Work instructions » Your output should be every line below, copied exactly.
___ Listed entries
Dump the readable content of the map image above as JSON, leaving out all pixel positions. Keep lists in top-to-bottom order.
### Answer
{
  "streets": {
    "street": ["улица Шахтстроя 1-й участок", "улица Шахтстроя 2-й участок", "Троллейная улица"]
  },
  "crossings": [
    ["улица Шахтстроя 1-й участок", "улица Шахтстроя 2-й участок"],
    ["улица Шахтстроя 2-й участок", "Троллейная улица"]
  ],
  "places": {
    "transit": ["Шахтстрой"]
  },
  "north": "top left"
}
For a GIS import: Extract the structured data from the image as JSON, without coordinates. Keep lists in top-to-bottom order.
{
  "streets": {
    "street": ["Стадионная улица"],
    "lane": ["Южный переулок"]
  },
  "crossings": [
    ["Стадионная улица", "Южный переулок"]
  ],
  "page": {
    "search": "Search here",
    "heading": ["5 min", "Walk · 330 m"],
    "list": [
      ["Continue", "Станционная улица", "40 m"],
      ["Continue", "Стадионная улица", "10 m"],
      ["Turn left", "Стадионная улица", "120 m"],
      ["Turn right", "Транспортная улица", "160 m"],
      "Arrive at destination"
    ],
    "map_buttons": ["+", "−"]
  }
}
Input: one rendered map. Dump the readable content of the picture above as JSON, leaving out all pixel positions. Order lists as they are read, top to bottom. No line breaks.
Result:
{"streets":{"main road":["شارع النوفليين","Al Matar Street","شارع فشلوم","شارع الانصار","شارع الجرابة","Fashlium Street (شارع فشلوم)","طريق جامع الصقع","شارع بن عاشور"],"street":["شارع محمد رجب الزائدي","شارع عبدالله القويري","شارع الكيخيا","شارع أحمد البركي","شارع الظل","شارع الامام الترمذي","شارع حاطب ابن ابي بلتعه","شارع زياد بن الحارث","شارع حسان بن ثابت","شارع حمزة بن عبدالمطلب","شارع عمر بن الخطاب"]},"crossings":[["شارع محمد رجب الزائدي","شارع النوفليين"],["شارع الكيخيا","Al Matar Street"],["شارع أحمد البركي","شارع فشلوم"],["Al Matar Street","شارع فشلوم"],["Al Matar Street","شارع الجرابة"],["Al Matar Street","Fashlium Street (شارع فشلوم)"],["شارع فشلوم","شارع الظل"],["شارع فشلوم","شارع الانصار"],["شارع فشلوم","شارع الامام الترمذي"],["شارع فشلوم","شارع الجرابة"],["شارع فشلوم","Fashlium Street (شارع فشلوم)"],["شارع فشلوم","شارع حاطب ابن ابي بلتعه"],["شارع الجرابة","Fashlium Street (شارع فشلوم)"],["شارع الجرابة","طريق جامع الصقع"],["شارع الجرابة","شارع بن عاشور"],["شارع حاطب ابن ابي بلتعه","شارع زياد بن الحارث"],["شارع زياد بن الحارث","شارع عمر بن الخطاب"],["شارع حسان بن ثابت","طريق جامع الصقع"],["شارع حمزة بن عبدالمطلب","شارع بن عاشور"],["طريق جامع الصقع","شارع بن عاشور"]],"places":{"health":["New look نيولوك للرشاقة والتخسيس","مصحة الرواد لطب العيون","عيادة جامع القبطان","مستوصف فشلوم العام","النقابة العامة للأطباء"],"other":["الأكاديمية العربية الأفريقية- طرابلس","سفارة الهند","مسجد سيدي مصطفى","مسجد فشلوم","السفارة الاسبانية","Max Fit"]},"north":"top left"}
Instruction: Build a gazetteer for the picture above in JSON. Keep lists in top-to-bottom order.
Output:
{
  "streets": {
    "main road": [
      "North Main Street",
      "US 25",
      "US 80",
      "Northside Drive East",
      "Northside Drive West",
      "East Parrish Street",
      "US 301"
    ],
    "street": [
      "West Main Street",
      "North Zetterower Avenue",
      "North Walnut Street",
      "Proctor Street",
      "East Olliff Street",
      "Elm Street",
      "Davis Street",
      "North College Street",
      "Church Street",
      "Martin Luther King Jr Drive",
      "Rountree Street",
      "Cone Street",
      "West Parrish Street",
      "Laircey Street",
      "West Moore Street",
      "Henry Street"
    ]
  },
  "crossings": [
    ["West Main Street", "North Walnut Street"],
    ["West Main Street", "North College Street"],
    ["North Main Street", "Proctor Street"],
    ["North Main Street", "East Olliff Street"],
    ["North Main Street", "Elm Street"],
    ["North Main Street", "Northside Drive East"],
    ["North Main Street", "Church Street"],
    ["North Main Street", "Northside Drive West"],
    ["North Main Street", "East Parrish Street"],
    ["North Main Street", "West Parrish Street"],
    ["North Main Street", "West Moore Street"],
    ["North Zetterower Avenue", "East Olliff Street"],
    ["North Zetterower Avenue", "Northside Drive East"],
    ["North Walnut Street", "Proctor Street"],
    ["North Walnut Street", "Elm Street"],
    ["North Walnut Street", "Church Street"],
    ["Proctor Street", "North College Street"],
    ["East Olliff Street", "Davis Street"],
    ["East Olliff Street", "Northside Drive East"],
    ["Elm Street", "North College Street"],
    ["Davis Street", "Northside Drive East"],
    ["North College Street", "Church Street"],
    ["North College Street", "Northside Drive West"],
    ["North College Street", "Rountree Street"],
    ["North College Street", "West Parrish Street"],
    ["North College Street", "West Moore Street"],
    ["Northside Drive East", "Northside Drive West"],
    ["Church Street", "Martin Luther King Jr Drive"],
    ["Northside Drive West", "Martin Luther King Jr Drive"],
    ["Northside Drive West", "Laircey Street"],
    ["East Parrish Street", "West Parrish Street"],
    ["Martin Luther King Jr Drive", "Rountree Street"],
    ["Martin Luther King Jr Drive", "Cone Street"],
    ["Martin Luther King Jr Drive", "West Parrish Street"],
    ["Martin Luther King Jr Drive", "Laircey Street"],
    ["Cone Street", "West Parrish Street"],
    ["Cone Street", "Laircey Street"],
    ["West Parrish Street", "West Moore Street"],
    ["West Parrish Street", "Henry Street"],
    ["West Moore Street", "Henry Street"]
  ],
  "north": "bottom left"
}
______
Task answer »
Dump the readable content of the map image above as JSON, leaving out all pixel positions. Keep lists in top-to-bottom order.
### Answer
{
  "streets": {
    "street": ["улица Шахтстроя 1-й участок", "улица Шахтстроя 2-й участок", "Троллейная улица"]
  },
  "crossings": [
    ["улица Шахтстроя 1-й участок", "улица Шахтстроя 2-й участок"],
    ["улица Шахтстроя 2-й участок", "Троллейная улица"]
  ],
  "places": {
    "transit": ["Шахтстрой"]
  },
  "north": "top left"
}
For a GIS import: Extract the structured data from the image as JSON, without coordinates. Keep lists in top-to-bottom order.
{
  "streets": {
    "street": ["Стадионная улица"],
    "lane": ["Южный переулок"]
  },
  "crossings": [
    ["Стадионная улица", "Южный переулок"]
  ],
  "page": {
    "search": "Search here",
    "heading": ["5 min", "Walk · 330 m"],
    "list": [
      ["Continue", "Станционная улица", "40 m"],
      ["Continue", "Стадионная улица", "10 m"],
      ["Turn left", "Стадионная улица", "120 m"],
      ["Turn right", "Транспортная улица", "160 m"],
      "Arrive at destination"
    ],
    "map_buttons": ["+", "−"]
  }
}
Input: one rendered map. Dump the readable content of the picture above as JSON, leaving out all pixel positions. Order lists as they are read, top to bottom. No line breaks.
Result:
{"streets":{"main road":["شارع النوفليين","Al Matar Street","شارع فشلوم","شارع الانصار","شارع الجرابة","Fashlium Street (شارع فشلوم)","طريق جامع الصقع","شارع بن عاشور"],"street":["شارع محمد رجب الزائدي","شارع عبدالله القويري","شارع الكيخيا","شارع أحمد البركي","شارع الظل","شارع الامام الترمذي","شارع حاطب ابن ابي بلتعه","شارع زياد بن الحارث","شارع حسان بن ثابت","شارع حمزة بن عبدالمطلب","شارع عمر بن الخطاب"]},"crossings":[["شارع محمد رجب الزائدي","شارع النوفليين"],["شارع الكيخيا","Al Matar Street"],["شارع أحمد البركي","شارع فشلوم"],["Al Matar Street","شارع فشلوم"],["Al Matar Street","شارع الجرابة"],["Al Matar Street","Fashlium Street (شارع فشلوم)"],["شارع فشلوم","شارع الظل"],["شارع فشلوم","شارع الانصار"],["شارع فشلوم","شارع الامام الترمذي"],["شارع فشلوم","شارع الجرابة"],["شارع فشلوم","Fashlium Street (شارع فشلوم)"],["شارع فشلوم","شارع حاطب ابن ابي بلتعه"],["شارع الجرابة","Fashlium Street (شارع فشلوم)"],["شارع الجرابة","طريق جامع الصقع"],["شارع الجرابة","شارع بن عاشور"],["شارع حاطب ابن ابي بلتعه","شارع زياد بن الحارث"],["شارع زياد بن الحارث","شارع عمر بن الخطاب"],["شارع حسان بن ثابت","طريق جامع الصقع"],["شارع حمزة بن عبدالمطلب","شارع بن عاشور"],["طريق جامع الصقع","شارع بن عاشور"]],"places":{"health":["New look نيولوك للرشاقة والتخسيس","مصحة الرواد لطب العيون","عيادة جامع القبطان","مستوصف فشلوم العام","النقابة العامة للأطباء"],"other":["الأكاديمية العربية الأفريقية- طرابلس","سفارة الهند","مسجد سيدي مصطفى","مسجد فشلوم","السفارة الاسبانية","Max Fit"]},"north":"top left"}
Instruction: Build a gazetteer for the picture above in JSON. Keep lists in top-to-bottom order.
Output:
{
  "streets": {
    "main road": [
      "North Main Street",
      "US 25",
      "US 80",
      "Northside Drive East",
      "Northside Drive West",
      "East Parrish Street",
      "US 301"
    ],
    "street": [
      "West Main Street",
      "North Zetterower Avenue",
      "North Walnut Street",
      "Proctor Street",
      "East Olliff Street",
      "Elm Street",
      "Davis Street",
      "North College Street",
      "Church Street",
      "Martin Luther King Jr Drive",
      "Rountree Street",
      "Cone Street",
      "West Parrish Street",
      "Laircey Street",
      "West Moore Street",
      "Henry Street"
    ]
  },
  "crossings": [
    ["West Main Street", "North Walnut Street"],
    ["West Main Street", "North College Street"],
    ["North Main Street", "Proctor Street"],
    ["North Main Street", "East Olliff Street"],
    ["North Main Street", "Elm Street"],
    ["North Main Street", "Northside Drive East"],
    ["North Main Street", "Church Street"],
    ["North Main Street", "Northside Drive West"],
    ["North Main Street", "East Parrish Street"],
    ["North Main Street", "West Parrish Street"],
    ["North Main Street", "West Moore Street"],
    ["North Zetterower Avenue", "East Olliff Street"],
    ["North Zetterower Avenue", "Northside Drive East"],
    ["North Walnut Street", "Proctor Street"],
    ["North Walnut Street", "Elm Street"],
    ["North Walnut Street", "Church Street"],
    ["Proctor Street", "North College Street"],
    ["East Olliff Street", "Davis Street"],
    ["East Olliff Street", "Northside Drive East"],
    ["Elm Street", "North College Street"],
    ["Davis Street", "Northside Drive East"],
    ["North College Street", "Church Street"],
    ["North College Street", "Northside Drive West"],
    ["North College Street", "Rountree Street"],
    ["North College Street", "West Parrish Street"],
    ["North College Street", "West Moore Street"],
    ["Northside Drive East", "Northside Drive West"],
    ["Church Street", "Martin Luther King Jr Drive"],
    ["Northside Drive West", "Martin Luther King Jr Drive"],
    ["Northside Drive West", "Laircey Street"],
    ["East Parrish Street", "West Parrish Street"],
    ["Martin Luther King Jr Drive", "Rountree Street"],
    ["Martin Luther King Jr Drive", "Cone Street"],
    ["Martin Luther King Jr Drive", "West Parrish Street"],
    ["Martin Luther King Jr Drive", "Laircey Street"],
    ["Cone Street", "West Parrish Street"],
    ["Cone Street", "Laircey Street"],
    ["West Parrish Street", "West Moore Street"],
    ["West Parrish Street", "Henry Street"],
    ["West Moore Street", "Henry Street"]
  ],
  "north": "bottom left"
}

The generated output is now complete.